Raleigh's Mayor has even gone so far as to ask every citizen to use just 35 gallons of water a day. Some say that's impractical, if not impossible and wonder if that is realistic. So Eyewitness News' Tim Nelson decided to see for himself.

4 a.m.

"Good morning, it's about 4 in the morning, forgive the bed-head here, I get up pretty early, going to try to be pretty quiet, my wife's asleep in the bedroom," Tim said.

He brushes his teeth and shaves, using as little water as possible.

"We've shaved and now we're ready for what is probably my biggest single water use in a day, even though we try to keep it really short," he said.

And to reach our goal, it has to be fast. Water on to get wet, water off to lather up and then back on briefly to rinse.

Total time in the shower, 2 minutes, 13 seconds. And with that Tim is off to work.

7 p.m.

Fast forward several hours, after a day at work it is dinnertime and here in the Nelson household the quest for conservation continues.

"On the menu for the wife and me; pork chops, sweet potatoes and salad," he said.

The Nelson's use little water in the preparation, but their kitchen faucet has an aerator, which helps conserve.

When the meal is done, the dishes go straight into the dishwasher, no rinsing, and it will only run when full.

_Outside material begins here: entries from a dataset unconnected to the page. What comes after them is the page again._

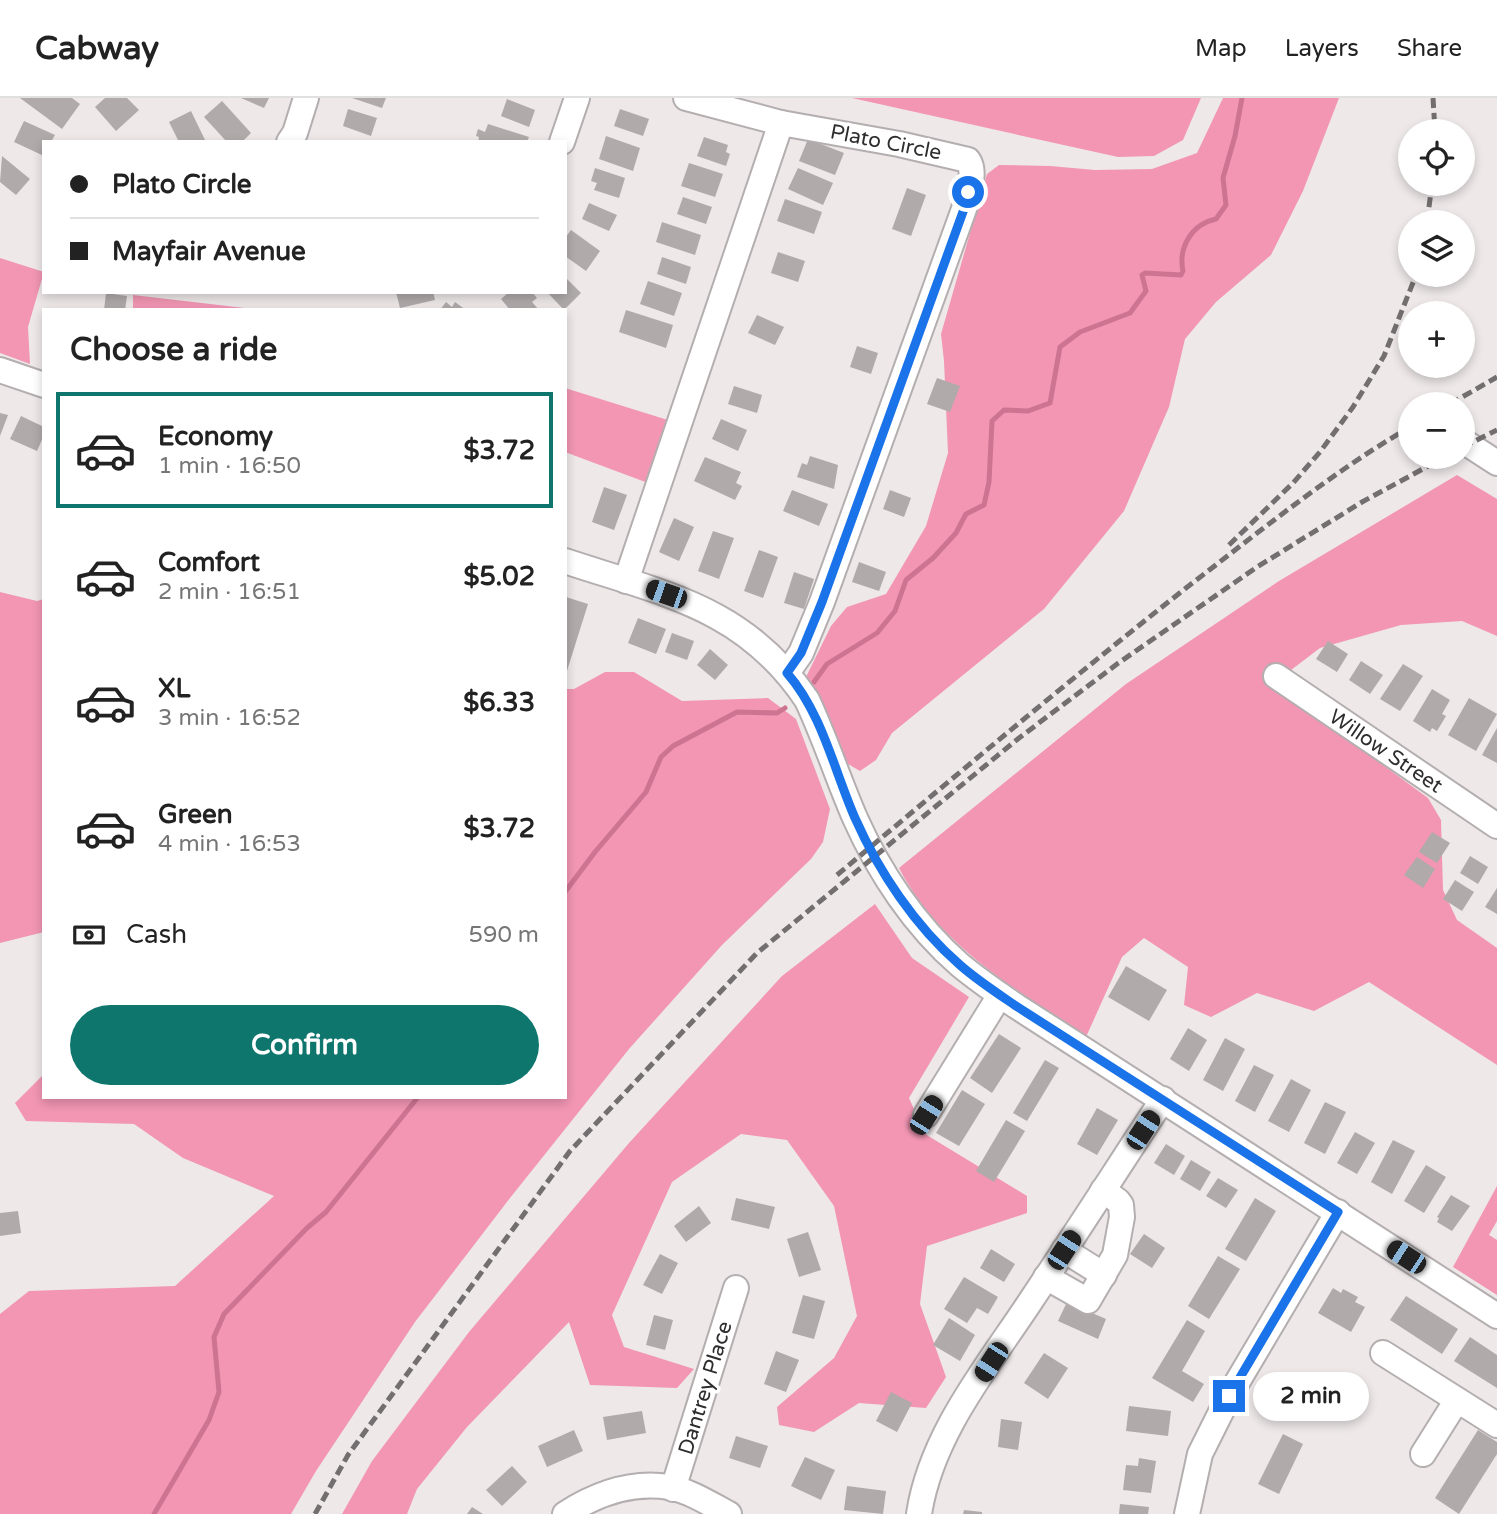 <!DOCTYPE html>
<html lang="en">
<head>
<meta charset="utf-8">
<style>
	body { margin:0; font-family:"Varela Round",sans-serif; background:#f6f6f6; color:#222; height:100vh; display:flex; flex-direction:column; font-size:26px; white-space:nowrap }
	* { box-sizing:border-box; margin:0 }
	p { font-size:23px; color:#767676 }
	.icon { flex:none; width:38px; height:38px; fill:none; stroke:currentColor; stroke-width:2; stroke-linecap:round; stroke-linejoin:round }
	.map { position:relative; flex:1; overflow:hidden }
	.details { position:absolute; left:42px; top:210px; width:525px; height:791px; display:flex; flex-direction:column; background:#fff; border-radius:0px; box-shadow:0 4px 10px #0003 }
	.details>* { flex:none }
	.guide { position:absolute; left:42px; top:42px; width:525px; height:154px; border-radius:0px; box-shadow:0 4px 10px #0003; display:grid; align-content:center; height:154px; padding:0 28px; background:#fff }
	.fabs { position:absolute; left:1398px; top:21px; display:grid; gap:14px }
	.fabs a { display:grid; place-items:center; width:77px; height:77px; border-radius:50%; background:#fff; box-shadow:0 4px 10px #0003; font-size:35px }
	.end { position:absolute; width:32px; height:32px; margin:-16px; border:9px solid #1a73e8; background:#fff; box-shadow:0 0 0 4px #fff }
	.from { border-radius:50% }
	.bubble { position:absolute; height:49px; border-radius:24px; background:#fff; box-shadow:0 4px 10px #0003; font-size:23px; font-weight:700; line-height:49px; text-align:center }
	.car { position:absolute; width:21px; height:42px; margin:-21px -10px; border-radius:9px; box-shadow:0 0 5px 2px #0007; background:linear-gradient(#222 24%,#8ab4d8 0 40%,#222 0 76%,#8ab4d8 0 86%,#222 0) }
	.guide b { display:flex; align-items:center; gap:24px; height:66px; font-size:26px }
	.guide b+b { border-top:2px solid #e0e0e0 }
	.guide i { width:18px; height:18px; background:#222 }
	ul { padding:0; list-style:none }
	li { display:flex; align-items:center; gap:21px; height:116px; margin:0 14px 10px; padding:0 14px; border:4px solid transparent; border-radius:0px }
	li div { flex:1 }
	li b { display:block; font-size:26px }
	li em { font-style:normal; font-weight:700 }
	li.current { border-color:#0f766e }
	li>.icon { width:63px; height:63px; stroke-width:1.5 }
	h2 { padding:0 28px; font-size:32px; line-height:84px }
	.pay { display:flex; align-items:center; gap:18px; height:77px; padding:0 28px; font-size:26px }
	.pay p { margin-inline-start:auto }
	.cta { display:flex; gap:14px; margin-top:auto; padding:14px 28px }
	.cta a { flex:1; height:80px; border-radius:42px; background:#0f766e; color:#fff; font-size:28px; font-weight:700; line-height:80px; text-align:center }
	header { display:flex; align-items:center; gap:42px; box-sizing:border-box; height:98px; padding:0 35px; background:#fff; border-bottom:2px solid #e0e0e0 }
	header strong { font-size:33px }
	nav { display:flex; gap:38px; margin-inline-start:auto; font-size:24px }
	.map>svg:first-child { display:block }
</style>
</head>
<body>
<header>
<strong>Cabway</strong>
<nav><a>Map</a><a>Layers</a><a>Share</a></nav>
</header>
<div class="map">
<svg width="1497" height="1416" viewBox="0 0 1497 1416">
	<rect width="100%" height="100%" fill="#eee8e9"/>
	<g fill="#f296b4">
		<path d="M852,0H1201L1183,42L1154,58L1118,59Z"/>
		<path d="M1223,0H1339L1303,93L1271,157L1216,204L1185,241L1169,309L1124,413L1044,511L892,635L876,662L860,673L848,666L825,615L805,581L831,528L847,509L886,496L926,428L948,355L944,263L941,236L987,76L999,67L1050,68L1095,72L1152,71L1197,55Z"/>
		<path d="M0,160L44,174L28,229L30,266L0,255Z"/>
		<path d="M133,197L253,211L256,212H133Z"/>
		<path d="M565,290L671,323L648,385L565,354Z"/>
		<path d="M1457,377L1497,401V538L1462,523L1401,527L1320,550L1291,572L1286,596L1428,700L1441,722L1443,792L1457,822L1497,850V967L1369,884L1314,913L1257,895L1211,919L1184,907L1188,869L1144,840L1122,859L1086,939C1015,890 940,849 899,770L1126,586L1279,483Z"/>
		<path d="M0,494L37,503L44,501V834L0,845Z"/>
		<path d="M605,574H634L682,603L768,600L796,621L830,711L823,744L811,761L722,847L629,951L510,1100L415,1224L316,1373L291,1416H0V1216L29,1193L175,1188L274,1098L183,1060L134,1026L26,1023L15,1005L44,976V999H565V591H574Z"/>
		<path d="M875,806L912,860L969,899L909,1000L925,1036L1027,1098V1115L927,1148L920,1206L946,1279L926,1310L859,1305L814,1334L779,1327L777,1309L834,1260L857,1218L834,1108L787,1042L741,1036L672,1084L612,1217L624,1249L694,1271L677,1290L590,1287L569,1224L467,1329L417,1391L407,1416H342L372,1363L469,1234L629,1045L782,878Z"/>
		<path d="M1497,1088V1123L1489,1137L1497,1142V1197L1453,1169Z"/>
	</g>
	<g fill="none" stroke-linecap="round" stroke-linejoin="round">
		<g stroke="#cd7492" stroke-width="5">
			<path d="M814,584L827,566L877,535L895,513L906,482L933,460L956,435L966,416L984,407L989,384L992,323L1004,312L1028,313L1050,305L1060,249L1080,234L1130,215L1146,193L1142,177L1145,175L1181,177L1183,173C1178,149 1192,126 1216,121L1226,107L1223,80L1235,38L1242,0"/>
			<path d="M565,794L595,754L646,694L661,659L673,648L737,614L777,615L785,610"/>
			<path d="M154,1416L209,1322L219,1294L214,1239L224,1216L307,1130L326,1114L418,999"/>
		</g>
	</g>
	<g fill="#b0aaab">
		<path d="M20,0H72L80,6L62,31Z"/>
		<path d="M105,0H127L139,12L116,33L95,9Z"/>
		<path d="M241,0H269L264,10Z"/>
		<path d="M352,0H386L382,10Z"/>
		<path d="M507,1L535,12L529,29L501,18Z"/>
		<path d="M222,3L251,35L242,44H227L204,19Z"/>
		<path d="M348,11L377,20L371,38L343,28Z"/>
		<path d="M620,11L649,21L643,38L614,28Z"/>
		<path d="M191,13L206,44H179L169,24Z"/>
		<path d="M24,23L55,37L51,44H44V58L14,44Z"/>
		<path d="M488,26L529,39L527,44H478L479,39L476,38L478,31L485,34Z"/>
		<path d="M606,38L640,50L633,73L599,61Z"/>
		<path d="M704,39L728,47L726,54L730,56L726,68L697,58Z"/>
		<path d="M808,41L844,55L835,77L799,63Z"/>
		<path d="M2,58L30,81L16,97L0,84Z"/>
		<path d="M689,65L723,76L715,99L681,88Z"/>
		<path d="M595,70L625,80L619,100L594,92L597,85L591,83Z"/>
		<path d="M798,70L833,85L823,107L788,91Z"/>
		<path d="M907,90L926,97L911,138L892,131Z"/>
		<path d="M683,99L712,109L706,126L677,116Z"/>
		<path d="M785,101L822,114L814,136L777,123Z"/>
		<path d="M589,105L617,117L609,133L582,121Z"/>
		<path d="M662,124L701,137L695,157L656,144Z"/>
		<path d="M571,132L600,153L586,173L565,158V140Z"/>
		<path d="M778,154L805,163L798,184L771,175Z"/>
		<path d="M662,159L691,169L686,186L657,176Z"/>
		<path d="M565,179L581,195L564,212L547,194H565Z"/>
		<path d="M648,183L682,195L674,218L640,206Z"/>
		<path d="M396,194H433L435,202L400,210Z"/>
		<path d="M509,194H532L537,200L532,204L539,212H510L501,201Z"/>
		<path d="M106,195L127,198L125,212H104Z"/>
		<path d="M446,204L452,209L455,204L466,212H440Z"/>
		<path d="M626,212L673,227L666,250L619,234Z"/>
		<path d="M757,217L784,229L775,247L748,235Z"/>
		<path d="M857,248L878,255L871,276L850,269Z"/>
		<path d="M937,280L960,288L950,314L927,306Z"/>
		<path d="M734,288L762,297L757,315L728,306Z"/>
		<path d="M0,315L8,317L0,338Z"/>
		<path d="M21,318L44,329V337L37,353L10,341Z"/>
		<path d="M721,321L747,332L738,353L712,341Z"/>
		<path d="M810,358L838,367L834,391L797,379L802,365L807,367Z"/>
		<path d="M705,359L741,374L736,385L742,388L735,402L694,383Z"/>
		<path d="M604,389L627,397L614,432L592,424Z"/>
		<path d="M792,392L828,406L819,428L783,413Z"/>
		<path d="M890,392L911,400L904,419L883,411Z"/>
		<path d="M674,420L694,429L679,463L659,454Z"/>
		<path d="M713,433L734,440L719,481L698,473Z"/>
		<path d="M759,452L778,459L763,500L744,493Z"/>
		<path d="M859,464L886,474L879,493L852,484Z"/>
		<path d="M794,474L814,481L804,511L784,505Z"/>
		<path d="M566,499L588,506L566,576L565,501Z"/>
		<path d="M638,520L666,531L656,556L628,545Z"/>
		<path d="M672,535L694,543L687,562L665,554Z"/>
		<path d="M1328,543L1348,556L1337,574L1316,561Z"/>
		<path d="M710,551L728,567L715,582L697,567Z"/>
		<path d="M1361,563L1383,577L1370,596L1349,582Z"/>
		<path d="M1403,566L1423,578L1400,613L1380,601Z"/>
		<path d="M1432,591L1450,602L1442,616L1446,618L1437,633L1432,630L1430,634L1413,623Z"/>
		<path d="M1469,600L1497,616L1476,653L1448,637Z"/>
		<path d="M1497,630V665L1482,657Z"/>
		<path d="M1432,734L1450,745L1437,765L1419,754Z"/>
		<path d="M1470,758L1488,769L1478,786L1460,775Z"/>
		<path d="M1417,759L1435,771L1423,790L1404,777Z"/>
		<path d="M1455,782L1474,794L1462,813L1443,801Z"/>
		<path d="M1497,790V816L1485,809Z"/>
		<path d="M1126,868L1167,892L1149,923L1108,899Z"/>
		<path d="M1188,930L1207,942L1189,973L1170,961Z"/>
		<path d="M999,936L1021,950L992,995L970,980Z"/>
		<path d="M1225,940L1245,951L1223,993L1203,982Z"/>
		<path d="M1045,962L1059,970L1027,1023L1013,1015Z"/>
		<path d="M1254,967L1274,977L1255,1014L1235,1003Z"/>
		<path d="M1291,981L1311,992L1289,1034L1268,1023Z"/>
		<path d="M962,992L985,1006L959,1048L936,1035Z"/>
		<path d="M1325,1004L1346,1014L1325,1056L1304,1045Z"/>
		<path d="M1097,1010L1118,1022L1097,1057L1077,1046Z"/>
		<path d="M1006,1022L1025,1033L994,1084L976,1073Z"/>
		<path d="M1355,1034L1375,1045L1357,1076L1337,1065Z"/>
		<path d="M1393,1042L1415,1053L1392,1096L1371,1084Z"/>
		<path d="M1166,1046L1185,1058L1174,1077L1154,1065Z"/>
		<path d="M1191,1062L1211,1074L1200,1093L1180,1081Z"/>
		<path d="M1426,1067L1446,1079L1424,1115L1404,1103Z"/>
		<path d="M1218,1080L1238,1092L1226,1110L1206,1098Z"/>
		<path d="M1451,1097L1470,1108L1452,1133L1437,1124L1439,1120L1437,1119Z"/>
		<path d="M736,1100L775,1109L769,1131L731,1122Z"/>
		<path d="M1255,1100L1276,1113L1246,1163L1225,1151Z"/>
		<path d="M699,1108L711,1125L686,1144L674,1128Z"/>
		<path d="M18,1113L21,1135L0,1138V1115Z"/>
		<path d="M808,1134L821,1172L799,1179L787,1141Z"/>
		<path d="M1144,1136L1165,1150L1152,1170L1130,1156Z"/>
		<path d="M991,1151L1015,1166L1004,1184L980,1170Z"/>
		<path d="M660,1156L678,1165L662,1196L643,1187Z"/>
		<path d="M1218,1158L1240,1171L1209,1221L1188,1208Z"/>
		<path d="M964,1179L998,1199L988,1216L977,1210L967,1225L944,1211Z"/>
		<path d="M1333,1190L1341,1195L1343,1191L1358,1199L1355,1204L1365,1209L1351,1234L1318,1215Z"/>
		<path d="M803,1197L825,1203L814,1241L792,1235Z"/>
		<path d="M1406,1198L1458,1231L1442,1256L1390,1222Z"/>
		<path d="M1067,1204L1106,1221L1098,1241L1058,1223Z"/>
		<path d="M654,1217L673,1222L665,1252L646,1247Z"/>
		<path d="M949,1220L975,1237L960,1263L933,1247Z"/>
		<path d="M1187,1222L1205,1233L1182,1273L1204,1286L1193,1304L1152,1280Z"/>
		<path d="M1470,1239L1497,1257V1290L1454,1263Z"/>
		<path d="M776,1253L799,1262L786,1294L764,1286Z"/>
		<path d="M1044,1255L1068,1270L1048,1301L1024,1285Z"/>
		<path d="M891,1294L912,1305L897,1334L876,1323Z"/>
		<path d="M1129,1308L1171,1313L1168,1338L1126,1333Z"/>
		<path d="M642,1313L646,1335L607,1342L603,1319Z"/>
		<path d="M1001,1321L1022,1324L1018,1352L998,1349Z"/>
		<path d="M574,1332L583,1353L547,1369L538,1348Z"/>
		<path d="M1478,1332L1497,1344V1356L1459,1416L1435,1400Z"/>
		<path d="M1283,1336L1303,1346L1279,1396L1258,1386Z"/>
		<path d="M736,1338L768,1348L760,1370L729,1360Z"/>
		<path d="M805,1359L835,1372L821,1402L791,1388Z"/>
		<path d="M1139,1360L1156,1363L1151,1395L1123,1392L1126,1367L1138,1368Z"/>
		<path d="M512,1368L527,1384L502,1408L486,1392Z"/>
		<path d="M847,1388L886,1393L883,1416L844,1412Z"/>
		<path d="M1120,1406L1149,1409L1148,1416H1119Z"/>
		<path d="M472,1409L483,1416H467Z"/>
		<path d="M964,1412L982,1414V1416H963Z"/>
	</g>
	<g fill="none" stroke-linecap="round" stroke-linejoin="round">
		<g stroke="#b4aeb0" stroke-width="28">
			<g id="minor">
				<path d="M686,0L781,25"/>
				<path d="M289,44L295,35L306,0"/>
				<path d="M562,44L577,0"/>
				<path d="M0,272L44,287"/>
				<path d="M1463,343L1497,365"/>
				<path d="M565,463C664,496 745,509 807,602C825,640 838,681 855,720C879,774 915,828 960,867C978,882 997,895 1016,908L1497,1218"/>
				<path d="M626,483L781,25L899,46L968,62C977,75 967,97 964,111L822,504L801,555L787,575"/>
				<path d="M1276,578L1497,728"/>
				<path d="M926,1017L1000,897"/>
				<path d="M1064,1152L1104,1177"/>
				<path d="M1046,1179L1088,1203L1115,1157L1122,1119L1121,1107L1118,1103L1103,1092"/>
				<path d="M1383,1255L1497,1327"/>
				<path d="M1423,1356L1457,1302"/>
				<path d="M673,1391L736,1190"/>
				<path d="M565,1416C596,1396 631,1383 669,1389C690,1393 710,1406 729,1416"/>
				<path d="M919,1416C931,1336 988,1268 1032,1201C1076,1135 1119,1068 1163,1001"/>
				<path d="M1187,1416L1200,1356L1229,1298L1338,1114"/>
			</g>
		</g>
		<use href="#minor" stroke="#fff" stroke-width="24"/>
		<g stroke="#736f70" stroke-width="5" stroke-dasharray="10 5" stroke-linecap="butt">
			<path d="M1433,0L1435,33"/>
			<path d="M1427,124L1432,86"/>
			<path d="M1450,306L1497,279"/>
			<path d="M1463,349L1497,332"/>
			<path d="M1229,447L1293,385L1320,354L1353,309L1384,258L1416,177"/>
			<path d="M837,777C953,680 1068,583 1186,490C1259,434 1331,375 1410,329"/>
			<path d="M315,1416L348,1357L570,1053L757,855L1019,640L1117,566L1257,469L1362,404L1445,359"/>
		</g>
	</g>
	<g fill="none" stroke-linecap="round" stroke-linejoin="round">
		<path stroke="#1a73e8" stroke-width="9" d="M968,94L964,111L822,504L801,555L787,575C822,615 834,672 855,720C879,774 915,828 960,867C977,882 997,895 1016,908L1338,1114L1229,1298"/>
	</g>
	<g text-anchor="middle" stroke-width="7" stroke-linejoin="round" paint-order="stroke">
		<g font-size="21" fill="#2e2c2c" stroke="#fff">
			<text transform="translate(886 44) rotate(11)" y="7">Plato Circle</text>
			<text transform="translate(1386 653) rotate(34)" y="7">Willow Street</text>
			<text transform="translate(705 1290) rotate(-73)" y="7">Dantrey Place</text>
		</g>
	</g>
</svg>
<div class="fabs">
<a><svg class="icon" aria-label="locate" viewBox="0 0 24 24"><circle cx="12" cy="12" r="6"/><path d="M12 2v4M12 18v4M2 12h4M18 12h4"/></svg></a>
<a><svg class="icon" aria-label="layers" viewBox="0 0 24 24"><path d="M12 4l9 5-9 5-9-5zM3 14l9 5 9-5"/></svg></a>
<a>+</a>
<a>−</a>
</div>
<i class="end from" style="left:968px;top:94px"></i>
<i class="end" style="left:1229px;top:1298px"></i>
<div class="bubble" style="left:1253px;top:1274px;width:116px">2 min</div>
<i class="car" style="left:666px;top:496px;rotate:289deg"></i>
<i class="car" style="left:926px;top:1017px;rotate:32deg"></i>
<i class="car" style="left:1143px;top:1032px;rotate:33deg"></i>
<i class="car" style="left:1064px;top:1152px;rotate:33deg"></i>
<i class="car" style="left:1406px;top:1159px;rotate:303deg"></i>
<i class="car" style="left:991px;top:1264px;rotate:213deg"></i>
<div class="guide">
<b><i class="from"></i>Plato Circle</b>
<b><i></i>Mayfair Avenue</b>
</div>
<section class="details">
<h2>Choose a ride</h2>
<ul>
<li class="current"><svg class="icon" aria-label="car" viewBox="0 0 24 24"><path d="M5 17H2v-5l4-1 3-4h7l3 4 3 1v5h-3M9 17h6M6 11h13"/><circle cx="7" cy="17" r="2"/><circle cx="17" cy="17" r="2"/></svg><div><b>Economy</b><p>1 min · 16:50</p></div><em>$3.72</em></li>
<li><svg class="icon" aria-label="car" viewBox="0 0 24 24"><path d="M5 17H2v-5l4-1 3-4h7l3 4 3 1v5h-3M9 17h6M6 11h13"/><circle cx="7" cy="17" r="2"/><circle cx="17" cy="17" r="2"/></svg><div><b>Comfort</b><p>2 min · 16:51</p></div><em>$5.02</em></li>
<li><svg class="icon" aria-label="car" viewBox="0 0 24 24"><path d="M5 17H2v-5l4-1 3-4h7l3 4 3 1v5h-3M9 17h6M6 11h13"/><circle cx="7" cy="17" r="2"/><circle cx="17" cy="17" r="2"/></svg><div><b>XL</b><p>3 min · 16:52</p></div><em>$6.33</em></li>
<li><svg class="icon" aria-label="car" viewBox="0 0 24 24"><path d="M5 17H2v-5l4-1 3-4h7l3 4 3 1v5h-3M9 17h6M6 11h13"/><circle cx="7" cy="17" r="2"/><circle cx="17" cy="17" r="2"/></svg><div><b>Green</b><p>4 min · 16:53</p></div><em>$3.72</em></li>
</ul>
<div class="pay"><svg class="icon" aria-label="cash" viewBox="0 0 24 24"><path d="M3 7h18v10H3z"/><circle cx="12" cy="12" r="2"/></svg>Cash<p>590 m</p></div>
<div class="cta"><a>Confirm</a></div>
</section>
</div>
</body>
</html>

Before totaling up their usage for the day, there is a couple of items to point out about their usage. They have put bricks in the toilet tanks, which displaces some water and saves with each flush.

"We also limit flushing, but we do have old, inefficient toilets," Tim said. "And on average, I do two loads of laundry a week."

Tim found a water conservation calculator online and plugged in his numbers, everything from faucets to toilets to dishes.

"I'm disappointed to learn that, even with my short shower and minimal use around the house, I still come in at about 42 gallons per day. Seven gallons over the mayor's goal," Tim said.

However, Tim said that he learned some lessons, like if he buys a low-flow showerhead and more efficient toilets, he could actually get down to 28 gallons. Well under the 35 a day goal.

Tim Nelson: "Thanks for spending the day with me, hope this helps put conservation in some perspective."